*** Block opens ***

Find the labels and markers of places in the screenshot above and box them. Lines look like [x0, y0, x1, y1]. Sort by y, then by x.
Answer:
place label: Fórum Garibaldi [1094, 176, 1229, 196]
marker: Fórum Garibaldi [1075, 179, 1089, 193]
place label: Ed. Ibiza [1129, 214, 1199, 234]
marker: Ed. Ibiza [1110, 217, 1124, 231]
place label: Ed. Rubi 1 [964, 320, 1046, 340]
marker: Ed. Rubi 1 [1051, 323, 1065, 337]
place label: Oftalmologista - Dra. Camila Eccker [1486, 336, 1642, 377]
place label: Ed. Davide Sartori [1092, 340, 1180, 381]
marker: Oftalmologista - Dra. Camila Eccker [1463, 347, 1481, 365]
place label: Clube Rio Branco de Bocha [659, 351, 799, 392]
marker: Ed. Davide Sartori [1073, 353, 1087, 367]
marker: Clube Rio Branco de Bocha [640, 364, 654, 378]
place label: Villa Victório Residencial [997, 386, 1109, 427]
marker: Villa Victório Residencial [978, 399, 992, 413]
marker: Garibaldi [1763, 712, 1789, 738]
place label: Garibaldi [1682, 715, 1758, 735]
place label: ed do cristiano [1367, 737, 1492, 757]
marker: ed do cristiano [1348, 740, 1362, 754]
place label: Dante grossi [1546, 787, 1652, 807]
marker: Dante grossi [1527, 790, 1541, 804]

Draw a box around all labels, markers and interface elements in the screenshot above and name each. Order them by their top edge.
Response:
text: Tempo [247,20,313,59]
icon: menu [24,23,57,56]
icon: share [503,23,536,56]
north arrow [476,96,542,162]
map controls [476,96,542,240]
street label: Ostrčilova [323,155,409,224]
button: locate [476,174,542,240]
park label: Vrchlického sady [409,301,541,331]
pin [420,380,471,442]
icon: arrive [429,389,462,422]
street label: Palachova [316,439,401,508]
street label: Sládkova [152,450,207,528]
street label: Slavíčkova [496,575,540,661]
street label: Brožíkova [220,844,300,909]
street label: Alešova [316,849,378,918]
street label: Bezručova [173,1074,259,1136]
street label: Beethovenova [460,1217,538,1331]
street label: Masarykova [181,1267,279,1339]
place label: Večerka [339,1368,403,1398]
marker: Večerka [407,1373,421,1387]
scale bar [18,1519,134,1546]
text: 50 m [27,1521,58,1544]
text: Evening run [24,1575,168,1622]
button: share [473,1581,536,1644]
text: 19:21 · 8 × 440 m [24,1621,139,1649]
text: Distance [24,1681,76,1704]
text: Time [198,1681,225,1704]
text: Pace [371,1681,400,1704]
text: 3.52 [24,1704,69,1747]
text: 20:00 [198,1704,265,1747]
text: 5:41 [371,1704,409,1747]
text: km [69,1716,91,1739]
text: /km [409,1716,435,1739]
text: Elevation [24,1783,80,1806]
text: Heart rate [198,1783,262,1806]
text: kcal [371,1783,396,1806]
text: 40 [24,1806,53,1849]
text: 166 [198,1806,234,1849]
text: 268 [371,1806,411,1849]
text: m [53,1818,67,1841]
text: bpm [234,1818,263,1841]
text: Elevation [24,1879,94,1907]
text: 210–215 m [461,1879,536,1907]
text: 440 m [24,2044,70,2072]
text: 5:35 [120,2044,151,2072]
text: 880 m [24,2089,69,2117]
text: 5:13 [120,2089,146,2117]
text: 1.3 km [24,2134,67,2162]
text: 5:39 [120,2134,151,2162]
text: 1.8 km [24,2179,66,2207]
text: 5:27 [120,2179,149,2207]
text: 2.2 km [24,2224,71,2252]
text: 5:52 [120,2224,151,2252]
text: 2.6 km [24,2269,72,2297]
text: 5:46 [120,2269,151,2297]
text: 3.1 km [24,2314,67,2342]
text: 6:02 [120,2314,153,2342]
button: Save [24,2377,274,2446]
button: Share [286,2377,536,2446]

*** Block closes ***

What to produce:
Scan the listing above for the word "labels" and show each line where it is found.

Task solution:
Find the labels and markers of places in the screenshot above and box them. Lines look like [x0, y0, x1, y1]. Sort by y, then by x.
Draw a box around all labels, markers and interface elements in the screenshot above and name each. Order them by their top edge.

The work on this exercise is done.